En ces temps où les notices nécrologiques rivalisent avec les tables de natalité, voici un sujet qui est sans doute familier à bien des lecteurs de la génération des baby boomers qui ont, aujourd’hui, des parents vieillissants. Sept personnages prennent tour à tour la parole pour livrer leurs états d’âme qui se révèlent, bien souvent, liés à leur état de santé : « C’est toujours aux pieds que j’ai froid. Ça doit être la mort qui commence. Ou elle frappe en haut, d’un coup sec. Ou elle entre par les pieds, en hypocrite. »

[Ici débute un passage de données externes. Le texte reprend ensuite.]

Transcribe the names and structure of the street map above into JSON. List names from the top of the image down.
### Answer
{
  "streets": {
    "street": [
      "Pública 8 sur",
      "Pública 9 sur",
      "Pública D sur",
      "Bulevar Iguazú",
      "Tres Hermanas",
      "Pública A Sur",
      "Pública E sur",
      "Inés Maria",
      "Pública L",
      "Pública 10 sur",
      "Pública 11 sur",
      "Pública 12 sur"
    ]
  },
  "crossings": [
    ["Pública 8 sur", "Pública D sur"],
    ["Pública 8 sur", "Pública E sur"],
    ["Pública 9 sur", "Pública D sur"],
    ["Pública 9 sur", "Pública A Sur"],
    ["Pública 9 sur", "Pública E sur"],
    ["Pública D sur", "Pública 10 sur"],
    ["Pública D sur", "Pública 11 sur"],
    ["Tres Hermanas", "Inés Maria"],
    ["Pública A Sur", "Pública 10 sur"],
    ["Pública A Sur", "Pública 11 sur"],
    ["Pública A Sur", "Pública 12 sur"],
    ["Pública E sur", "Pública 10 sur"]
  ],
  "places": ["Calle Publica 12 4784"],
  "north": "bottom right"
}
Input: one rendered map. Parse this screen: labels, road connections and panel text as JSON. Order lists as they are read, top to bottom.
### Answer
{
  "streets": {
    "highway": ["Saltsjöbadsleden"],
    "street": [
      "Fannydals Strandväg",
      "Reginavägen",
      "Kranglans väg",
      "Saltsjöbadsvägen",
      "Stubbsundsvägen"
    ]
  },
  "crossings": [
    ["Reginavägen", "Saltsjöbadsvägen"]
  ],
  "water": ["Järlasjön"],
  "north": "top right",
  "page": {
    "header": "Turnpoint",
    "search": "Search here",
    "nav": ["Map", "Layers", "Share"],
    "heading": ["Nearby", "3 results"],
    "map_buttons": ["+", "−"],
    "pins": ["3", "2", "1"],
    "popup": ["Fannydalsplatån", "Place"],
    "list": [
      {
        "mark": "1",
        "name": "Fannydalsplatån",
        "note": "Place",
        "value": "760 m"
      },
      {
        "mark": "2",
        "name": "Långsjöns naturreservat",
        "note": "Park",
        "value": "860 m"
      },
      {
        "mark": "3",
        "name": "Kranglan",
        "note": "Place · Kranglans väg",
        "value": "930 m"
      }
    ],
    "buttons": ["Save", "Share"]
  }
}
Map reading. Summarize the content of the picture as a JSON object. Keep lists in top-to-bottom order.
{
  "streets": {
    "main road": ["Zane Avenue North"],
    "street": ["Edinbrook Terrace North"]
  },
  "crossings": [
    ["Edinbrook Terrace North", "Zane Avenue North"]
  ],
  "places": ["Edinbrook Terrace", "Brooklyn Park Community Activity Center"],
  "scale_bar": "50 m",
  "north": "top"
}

Aux prises avec l’angoissante certitude que la mort demeure le seul projet d’avenir à cet âge où le moteur s’essouffle, la mécanique se détraque et la carrosserie se déglingue, Aline, Roméo, Hortense, Mado et Donat, Olivette et Délina s’épanchent avec une implacable lucidité : celle de ceux et celles qui n’ont plus rien à perdre. En effet, Jean-Pierre Boucher met en scène des vieillards désSuvrés et moroses qui sont abandonnés par leurs enfants, par la famille. Déçus et aigris, ils tuent le temps tantôt en se remémorant des moments de leur vie, tantôt en commentant la vie des autres.
Réflexion sur la vieillesse – issue à laquelle nul ne peut échapper (à moins d’un accident ou d’une maladie incurable) -, Les vieux ne courent pas les rues a d’abord été joué au théâtre et a obtenu du succès. Sans doute l’aspect caricatural des personnages passait-il mieux sur scène que par le silence de la lecture. Je me suis demandé, en effet, pourquoi ses personnages étaient tous un peu dingues comme si vieillir, c’était inévitablement s’infantiliser, se fêler.
Ce roman, qui se termine par la confidence de Fabienne, la préposée bien-aimée qui chérit ses vieux jusque dans leurs derniers moments, nous touche tout de même puisqu’il nous met sous le nez une réalité qu’on cherche le plus souvent à occulter.